Publisher Information: Strasbourg: H. Sybold.
Bonaccioli, Ludovico (1475-1536). De uteri partiumque eius confectione. Eiudsem. Quonam usu in absentibus etiamnum Venus citetur. Quid, quale, undeque prolificium semen, unde menstrua etc. 8vo. ff. (signatures A – I8). Strasburg: H. Sybold, n.d. . 156 x 98 mm. Vellum ca. 1530, spine repaired, traces of worming on front and rear endpapers. Minor foxing and dampstaining, but very good.
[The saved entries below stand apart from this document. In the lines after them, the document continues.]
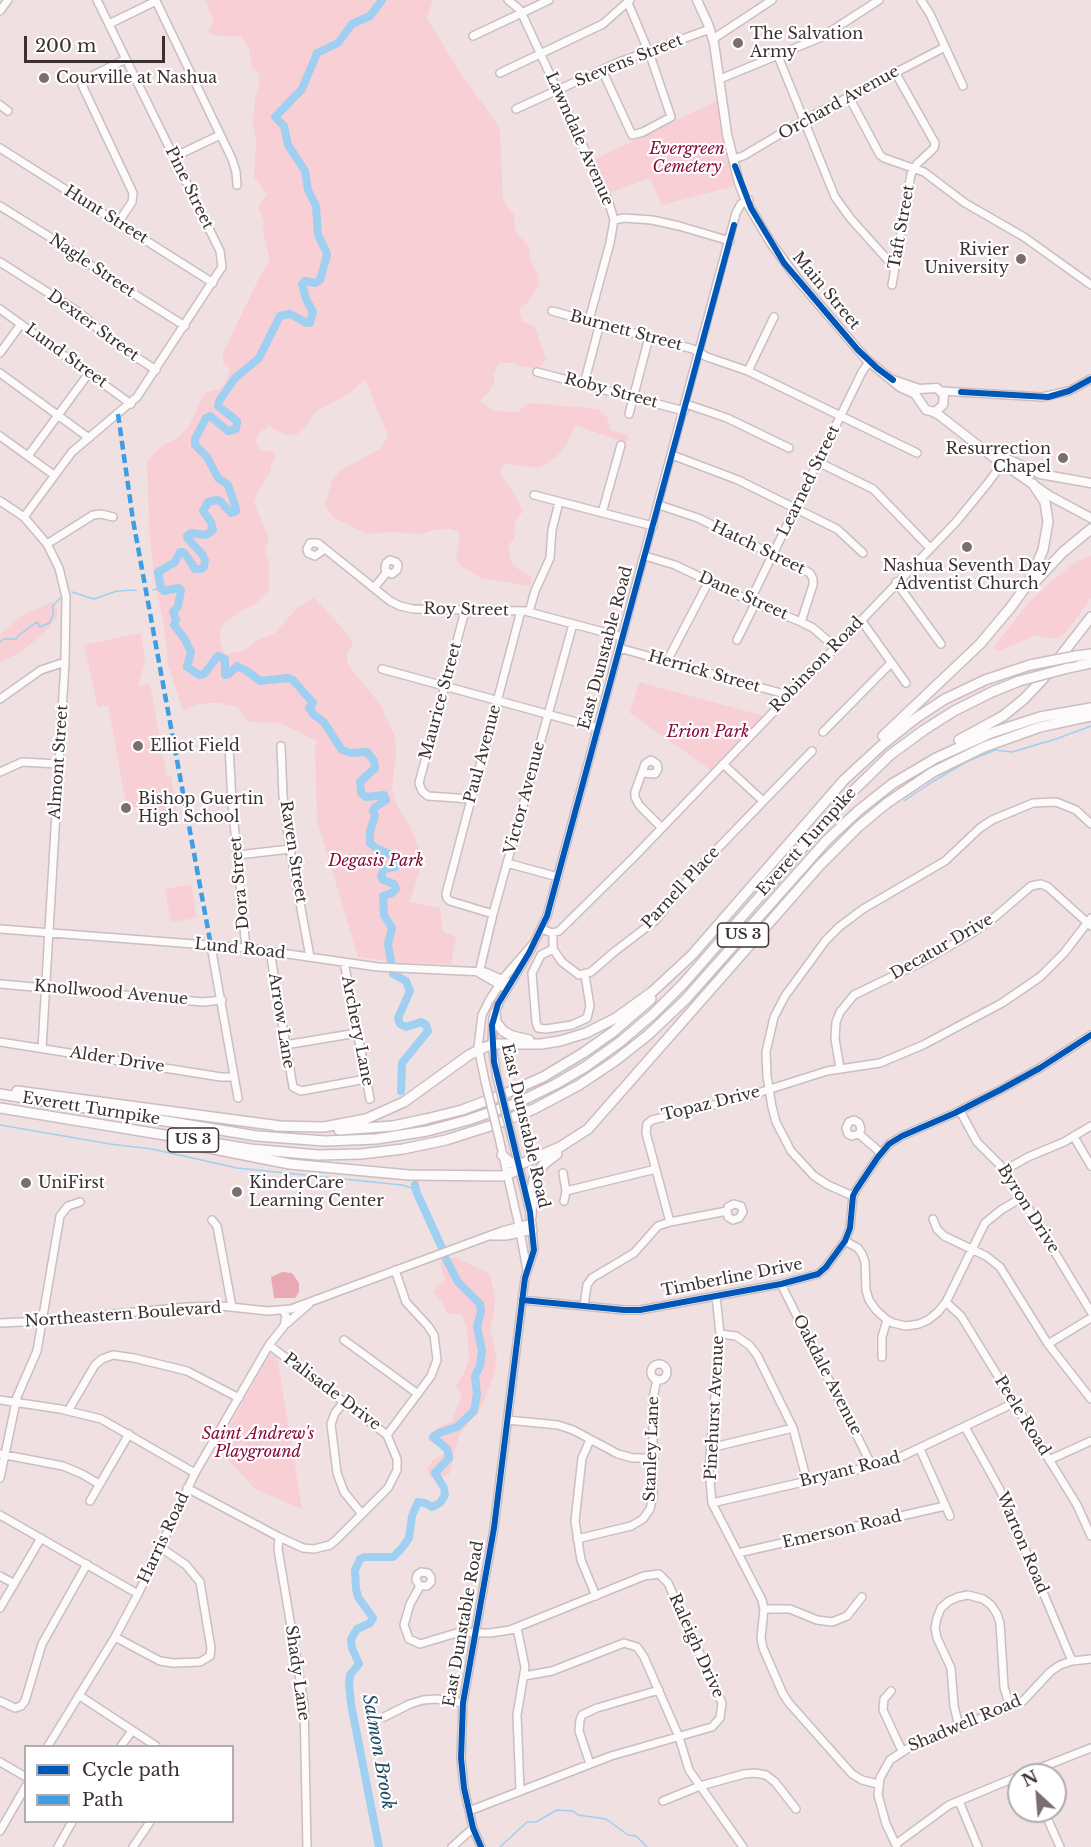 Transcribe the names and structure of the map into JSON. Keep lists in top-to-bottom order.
{
  "streets": {
    "highway": ["Everett Turnpike", "US 3"],
    "main road": ["Main Street"],
    "street": [
      "Stevens Street",
      "Orchard Avenue",
      "Lawndale Avenue",
      "Pine Street",
      "Hunt Street",
      "Taft Street",
      "Nagle Street",
      "Dexter Street",
      "Burnett Street",
      "Lund Street",
      "Roby Street",
      "Learned Street",
      "Hatch Street",
      "Dane Street",
      "Roy Street",
      "East Dunstable Road",
      "Robinson Road",
      "Herrick Street",
      "Maurice Street",
      "Paul Avenue",
      "Almont Street",
      "Victor Avenue",
      "Raven Street",
      "Dora Street",
      "Parnell Place",
      "Decatur Drive",
      "Lund Road",
      "Knollwood Avenue",
      "Arrow Lane",
      "Archery Lane",
      "Alder Drive",
      "Topaz Drive",
      "Byron Drive",
      "Timberline Drive",
      "Northeastern Boulevard",
      "Oakdale Avenue",
      "Palisade Drive",
      "Pinehurst Avenue",
      "Peele Road",
      "Stanley Lane",
      "Bryant Road",
      "Emerson Road",
      "Harris Road",
      "Warton Road",
      "Raleigh Drive",
      "Shady Lane",
      "Shadwell Road"
    ]
  },
  "crossings": [
    ["Stevens Street", "Lawndale Avenue"],
    ["Stevens Street", "Main Street"],
    ["Orchard Avenue", "Taft Street"],
    ["Orchard Avenue", "Main Street"],
    ["Lawndale Avenue", "Burnett Street"],
    ["Pine Street", "Hunt Street"],
    ["Pine Street", "Nagle Street"],
    ["Pine Street", "Dexter Street"],
    ["Pine Street", "Lund Street"],
    ["Pine Street", "Almont Street"],
    ["Main Street", "Learned Street"],
    ["Main Street", "East Dunstable Road"],
    ["Burnett Street", "Learned Street"],
    ["Burnett Street", "East Dunstable Road"],
    ["Roby Street", "East Dunstable Road"],
    ["Learned Street", "Hatch Street"],
    ["Learned Street", "Dane Street"],
    ["Hatch Street", "Dane Street"],
    ["Hatch Street", "East Dunstable Road"],
    ["Dane Street", "East Dunstable Road"],
    ["Dane Street", "Robinson Road"],
    ["Roy Street", "East Dunstable Road"],
    ["Roy Street", "Maurice Street"],
    ["Roy Street", "Paul Avenue"],
    ["Roy Street", "Victor Avenue"],
    ["East Dunstable Road", "Herrick Street"],
    ["East Dunstable Road", "Lund Road"],
    ["East Dunstable Road", "Timberline Drive"],
    ["East Dunstable Road", "Harris Road"],
    ["East Dunstable Road", "Raleigh Drive"],
    ["Robinson Road", "Herrick Street"],
    ["Maurice Street", "Paul Avenue"],
    ["Paul Avenue", "Victor Avenue"],
    ["Almont Street", "Lund Road"],
    ["Almont Street", "Knollwood Avenue"],
    ["Almont Street", "Alder Drive"],
    ["Victor Avenue", "Lund Road"],
    ["Raven Street", "Lund Road"],
    ["Dora Street", "Lund Road"],
    ["Lund Road", "Arrow Lane"],
    ["Lund Road", "Archery Lane"],
    ["Arrow Lane", "Archery Lane"],
    ["Byron Drive", "Timberline Drive"],
    ["Timberline Drive", "Oakdale Avenue"],
    ["Timberline Drive", "Pinehurst Avenue"],
    ["Northeastern Boulevard", "Harris Road"],
    ["Oakdale Avenue", "Bryant Road"],
    ["Palisade Drive", "Harris Road"],
    ["Palisade Drive", "Shady Lane"],
    ["Pinehurst Avenue", "Bryant Road"],
    ["Pinehurst Avenue", "Emerson Road"],
    ["Pinehurst Avenue", "Shadwell Road"],
    ["Peele Road", "Bryant Road"],
    ["Bryant Road", "Warton Road"],
    ["Warton Road", "Shadwell Road"]
  ],
  "water": ["Salmon Brook"],
  "parks": [
    "Evergreen Cemetery",
    "Erion Park",
    "Degasis Park",
    "Saint Andrew's Playground"
  ],
  "places": [
    "The Salvation Army",
    "Courville at Nashua",
    "Rivier University",
    "Resurrection Chapel",
    "Nashua Seventh Day Adventist Church",
    "Elliot Field",
    "Bishop Guertin High School",
    "UniFirst",
    "KinderCare Learning Center"
  ],
  "legend": ["Cycle path", "Path"],
  "scale_bar": "200 m",
  "north": "top left"
}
First Separate Edition of the first three chapters of Bonaccioli’s Enneas muliebris, first published in 1502. The 1502 edition, which was the first significant book on gynecology, is extremely rare. Bonaccioli, who taught philosophy and medicine at the University of Ferrara, was one of the first to write about the clitoris and the hymen, which he appears to have been the first to describe accurately. He followed Galen and Mondino’s error regarding the anatomy of the uterus, describing it as seven-celled.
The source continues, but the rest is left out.